We’ll bet you a round that the question of how this morning tipple got its eerie name has crossed your mind at least once. Barman Fernand “Pete” Petiot is credited with inventing this cocktail in 1921 at Harry’s American Bar in Paris.

The drink was an exciting blend of two then-new products: vodka, which had recently arrived in France via refugees from Russia, and canned tomato juice, an unsurprisingly American invention fresh off the boats from the States after World War I.

According to one theory, the drink’s haunting name makes reference to Mary Queen of Scots via a lonely regular often found drinking alone at Petiot’s bar. Sipping in solitude for long, lonely hours as she awaited her beloved, she reminded barguests of an imprisoned Queen Mary, who was also known by the sobriquet Bloody Mary.

In 1936 the Astor family coaxed Petiot to move to New York to become head barman at the St Regis Hotel’s King Cole Bar, where his drink evolved further. Vodka was not yet available stateside and the St Regis’s swanky management wanted to lose the gruesome name. The new gin-based version was given the tamer-sounding name Red Snapper and earned a spot on hotel’s cocktail list.
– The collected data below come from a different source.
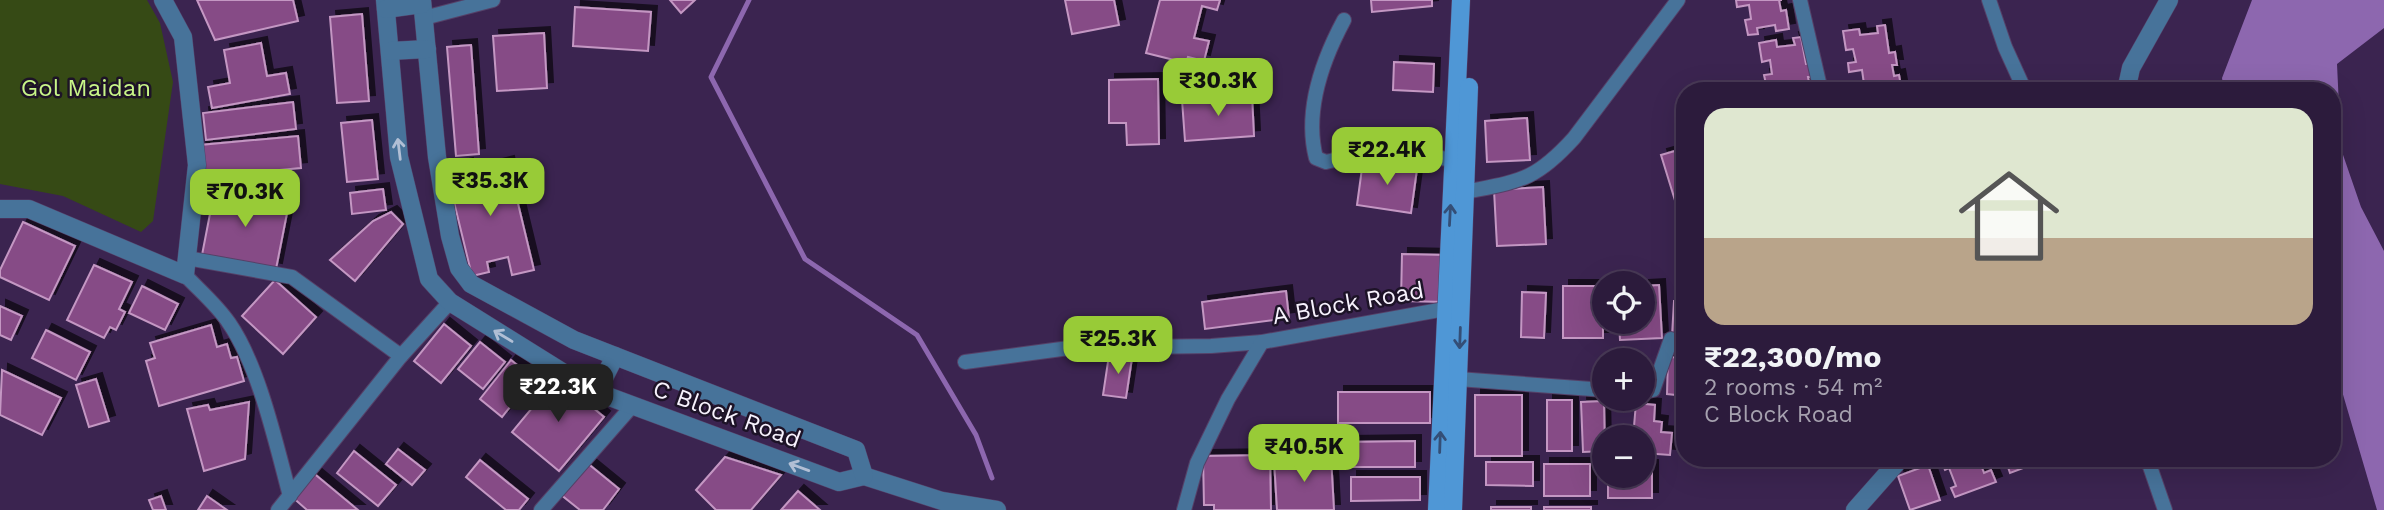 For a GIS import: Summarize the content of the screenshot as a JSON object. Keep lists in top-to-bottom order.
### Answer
{
  "streets": {
    "street": ["A Block Road", "C Block Road"]
  },
  "parks": ["Gol Maidan"],
  "page": {
    "price": [
      "₹30.3K",
      "₹22.4K",
      "₹35.3K",
      "₹70.3K",
      "₹25.3K",
      "₹22.3K",
      "₹40.5K"
    ],
    "list": [
      {
        "name": "₹22,300/mo",
        "note": "2 rooms · 54 m² · C Block Road"
      }
    ],
    "map_buttons": ["+", "−"]
  }
} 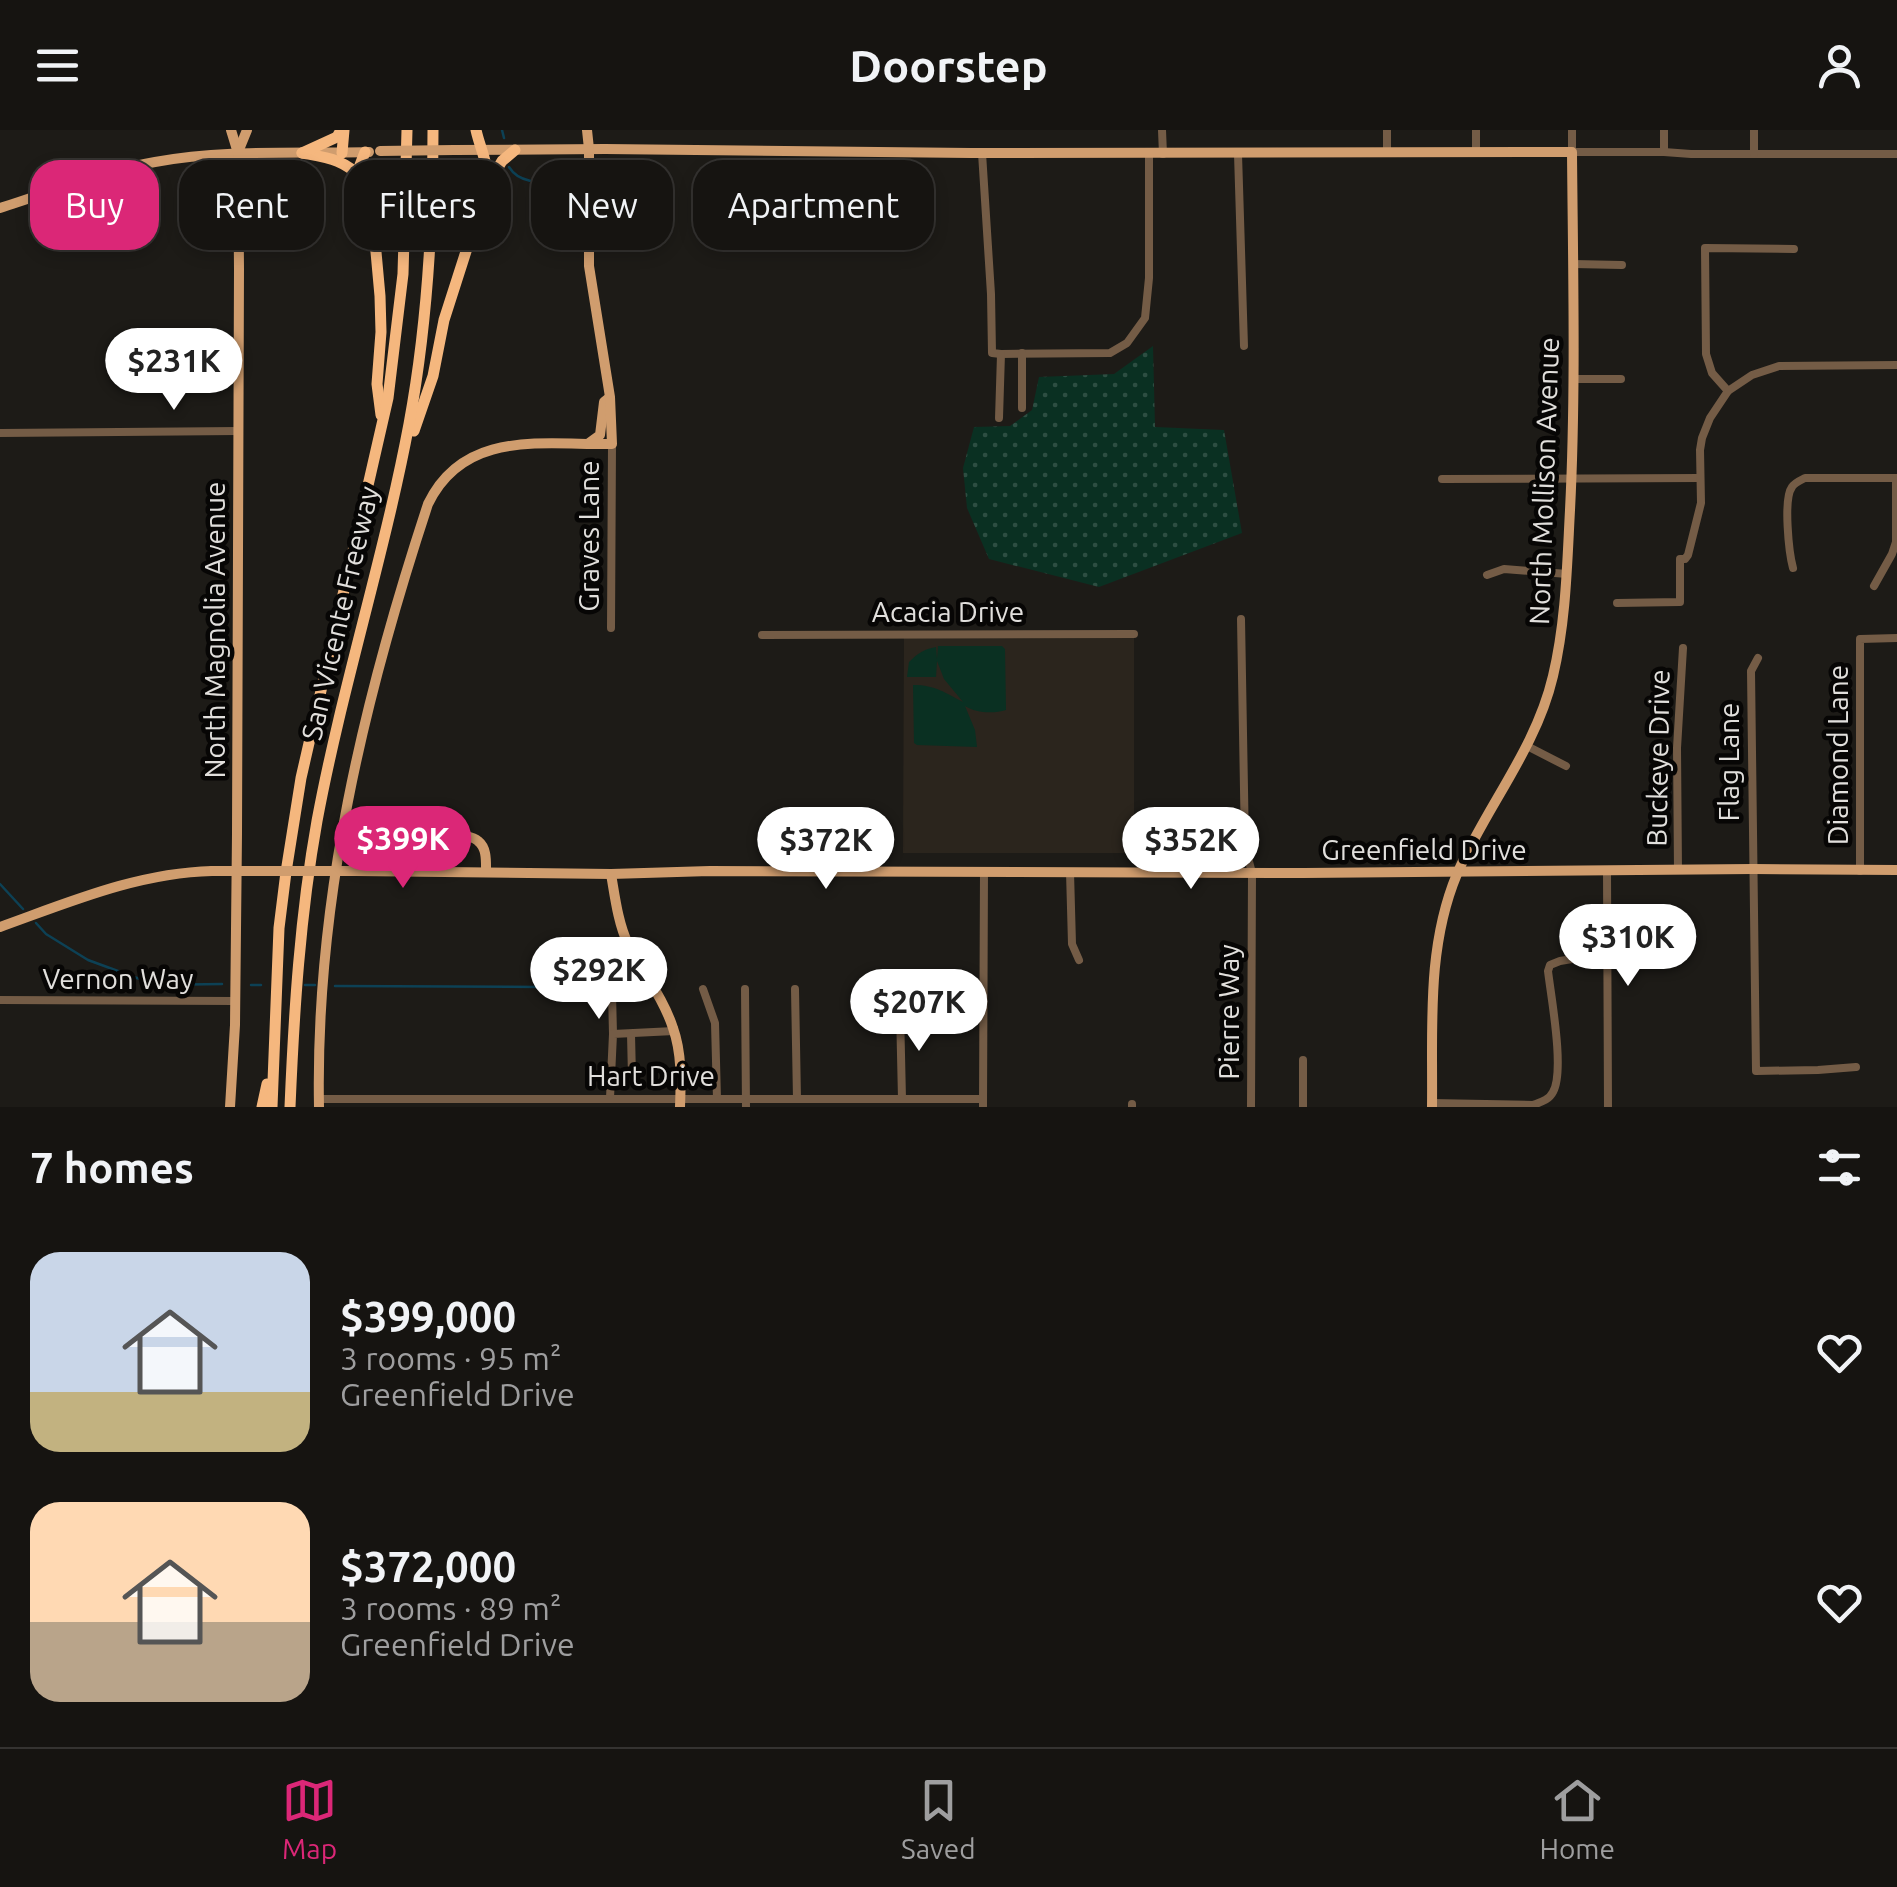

The cunning marketers at Smirnoff saw opportunity in the Bloody Mary while trying to penetrate the market with vodka in the 1950s.

They brought the original Bloody Mary back to its roots, making it a lynchpin of their legendary campaign to introduce vodka to the American marketplace. And it worked: Vodka holds forth on drink lists today, with modern brunchers asking for call-brand Bloody Mary’s by name.

But the original Bloody Mary recipe was quite simple. As such, the drink lends itself to delicious invention, and is a great template to play with until you’ve got your preferred recipe just right. As Imbibe! author David Wondrich says, “the small, idiomatic differences … are the mixographer’s delight!” Add celery salt, horseradish, and who knows what else.

BLOODY MARY

1.5 oz vodka
2 dashes Worcestershire
4 dashes Tabasco
pinch of salt and pepper
.25 oz fresh lemon juice
4 oz tomato juice

Build in a mixing glass. Roll back and forth in a tin. Strain into an ice filled glass.

CIN-CIN!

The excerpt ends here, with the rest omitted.